◆ **Work instructions**
Could you write out the whole listing exactly as it appears?

◆ **The input**
::::::::

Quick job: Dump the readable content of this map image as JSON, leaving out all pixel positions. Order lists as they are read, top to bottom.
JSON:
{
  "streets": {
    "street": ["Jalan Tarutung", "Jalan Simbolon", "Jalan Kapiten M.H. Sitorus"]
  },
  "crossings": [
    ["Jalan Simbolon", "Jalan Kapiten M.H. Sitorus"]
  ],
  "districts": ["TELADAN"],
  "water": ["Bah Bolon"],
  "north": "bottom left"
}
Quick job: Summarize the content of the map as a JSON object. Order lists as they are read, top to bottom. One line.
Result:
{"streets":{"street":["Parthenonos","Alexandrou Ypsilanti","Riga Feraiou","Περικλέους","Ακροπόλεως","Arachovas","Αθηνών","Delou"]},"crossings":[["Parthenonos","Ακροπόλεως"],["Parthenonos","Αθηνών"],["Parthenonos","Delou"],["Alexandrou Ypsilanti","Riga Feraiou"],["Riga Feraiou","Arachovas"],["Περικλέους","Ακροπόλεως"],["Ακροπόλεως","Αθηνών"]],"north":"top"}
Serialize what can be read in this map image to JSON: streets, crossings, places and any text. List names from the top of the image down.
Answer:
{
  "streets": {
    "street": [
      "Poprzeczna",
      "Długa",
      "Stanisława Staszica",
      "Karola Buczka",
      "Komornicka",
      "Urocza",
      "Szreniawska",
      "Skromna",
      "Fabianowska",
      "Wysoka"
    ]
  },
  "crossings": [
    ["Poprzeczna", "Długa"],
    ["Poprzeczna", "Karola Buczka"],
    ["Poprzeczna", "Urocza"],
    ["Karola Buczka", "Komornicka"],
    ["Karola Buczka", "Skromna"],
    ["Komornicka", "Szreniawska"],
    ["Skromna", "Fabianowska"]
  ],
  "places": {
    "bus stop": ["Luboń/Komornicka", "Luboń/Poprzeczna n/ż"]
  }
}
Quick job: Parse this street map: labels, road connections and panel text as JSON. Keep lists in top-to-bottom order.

::::::::

◆ **Response to this task**
Quick job: Dump the readable content of this map image as JSON, leaving out all pixel positions. Order lists as they are read, top to bottom.
JSON:
{
  "streets": {
    "street": ["Jalan Tarutung", "Jalan Simbolon", "Jalan Kapiten M.H. Sitorus"]
  },
  "crossings": [
    ["Jalan Simbolon", "Jalan Kapiten M.H. Sitorus"]
  ],
  "districts": ["TELADAN"],
  "water": ["Bah Bolon"],
  "north": "bottom left"
}
Quick job: Summarize the content of the map as a JSON object. Order lists as they are read, top to bottom. One line.
Result:
{"streets":{"street":["Parthenonos","Alexandrou Ypsilanti","Riga Feraiou","Περικλέους","Ακροπόλεως","Arachovas","Αθηνών","Delou"]},"crossings":[["Parthenonos","Ακροπόλεως"],["Parthenonos","Αθηνών"],["Parthenonos","Delou"],["Alexandrou Ypsilanti","Riga Feraiou"],["Riga Feraiou","Arachovas"],["Περικλέους","Ακροπόλεως"],["Ακροπόλεως","Αθηνών"]],"north":"top"}
Serialize what can be read in this map image to JSON: streets, crossings, places and any text. List names from the top of the image down.
Answer:
{
  "streets": {
    "street": [
      "Poprzeczna",
      "Długa",
      "Stanisława Staszica",
      "Karola Buczka",
      "Komornicka",
      "Urocza",
      "Szreniawska",
      "Skromna",
      "Fabianowska",
      "Wysoka"
    ]
  },
  "crossings": [
    ["Poprzeczna", "Długa"],
    ["Poprzeczna", "Karola Buczka"],
    ["Poprzeczna", "Urocza"],
    ["Karola Buczka", "Komornicka"],
    ["Karola Buczka", "Skromna"],
    ["Komornicka", "Szreniawska"],
    ["Skromna", "Fabianowska"]
  ],
  "places": {
    "bus stop": ["Luboń/Komornicka", "Luboń/Poprzeczna n/ż"]
  }
}
Quick job: Parse this street map: labels, road connections and panel text as JSON. Keep lists in top-to-bottom order.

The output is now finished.